From the records below, print only the part that opens with the line containing "What data does" and closes with the line containing "Task: Serialize what"; omit the pictures.

Data provided
+-------+
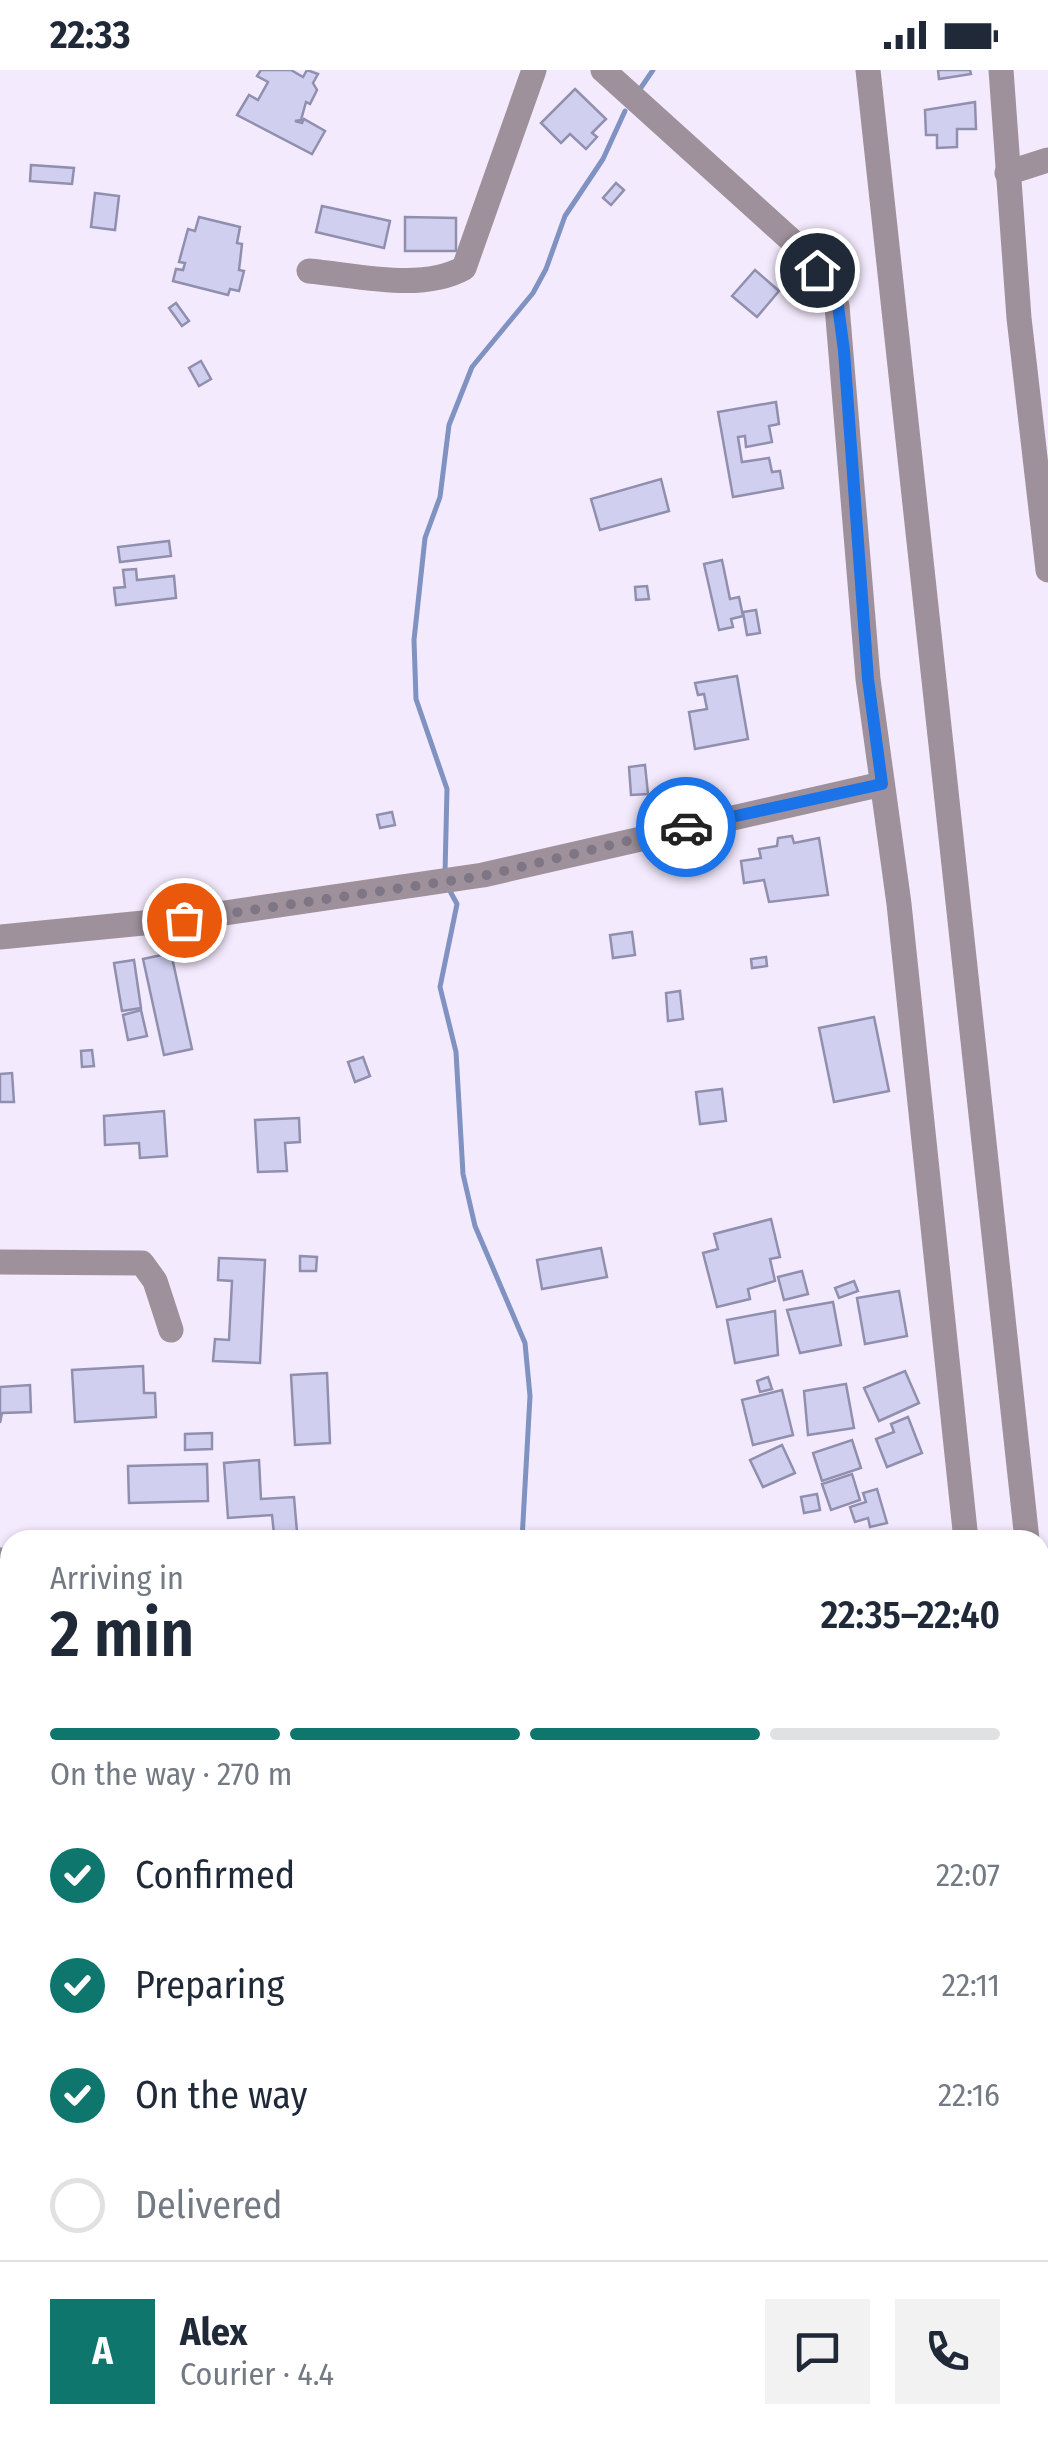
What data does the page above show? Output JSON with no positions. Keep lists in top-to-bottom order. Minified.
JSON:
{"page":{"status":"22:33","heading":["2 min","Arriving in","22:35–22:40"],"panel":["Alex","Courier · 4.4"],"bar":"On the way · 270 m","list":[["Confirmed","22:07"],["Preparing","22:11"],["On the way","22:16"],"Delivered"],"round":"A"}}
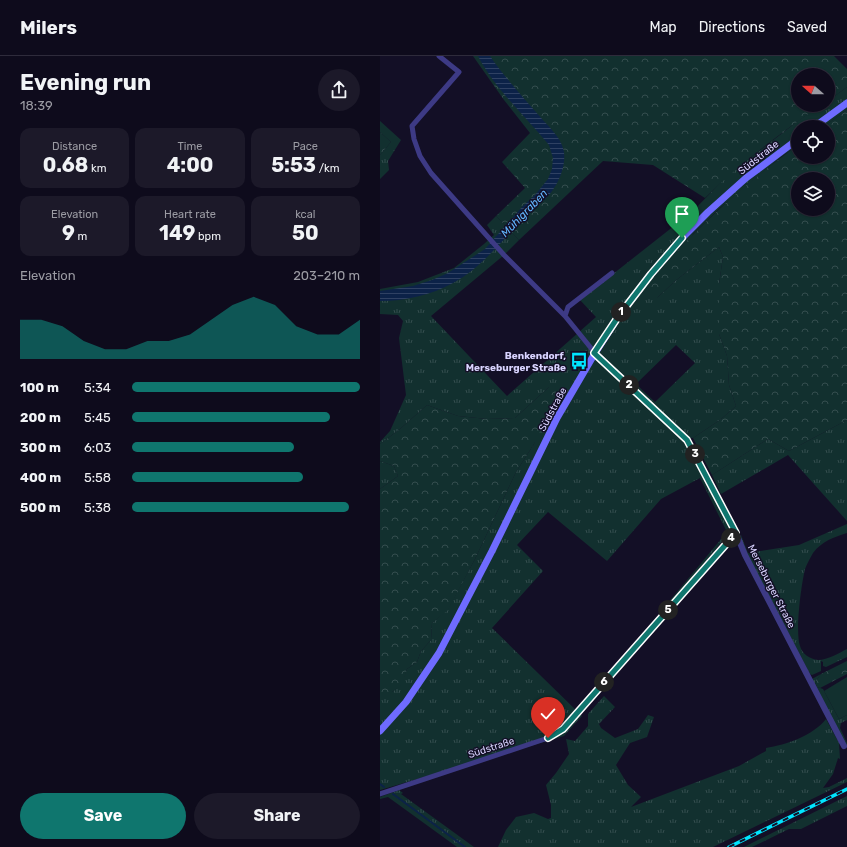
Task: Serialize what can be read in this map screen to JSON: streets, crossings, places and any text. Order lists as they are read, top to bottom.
+-------+
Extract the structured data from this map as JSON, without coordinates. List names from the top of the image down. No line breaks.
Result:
+-------+
Exercise output
What data does the page above show? Output JSON with no positions. Keep lists in top-to-bottom order. Minified.
JSON:
{"page":{"status":"22:33","heading":["2 min","Arriving in","22:35–22:40"],"panel":["Alex","Courier · 4.4"],"bar":"On the way · 270 m","list":[["Confirmed","22:07"],["Preparing","22:11"],["On the way","22:16"],"Delivered"],"round":"A"}}
Task: Serialize what can be read in this map screen to JSON: streets, crossings, places and any text. Order lists as they are read, top to bottom.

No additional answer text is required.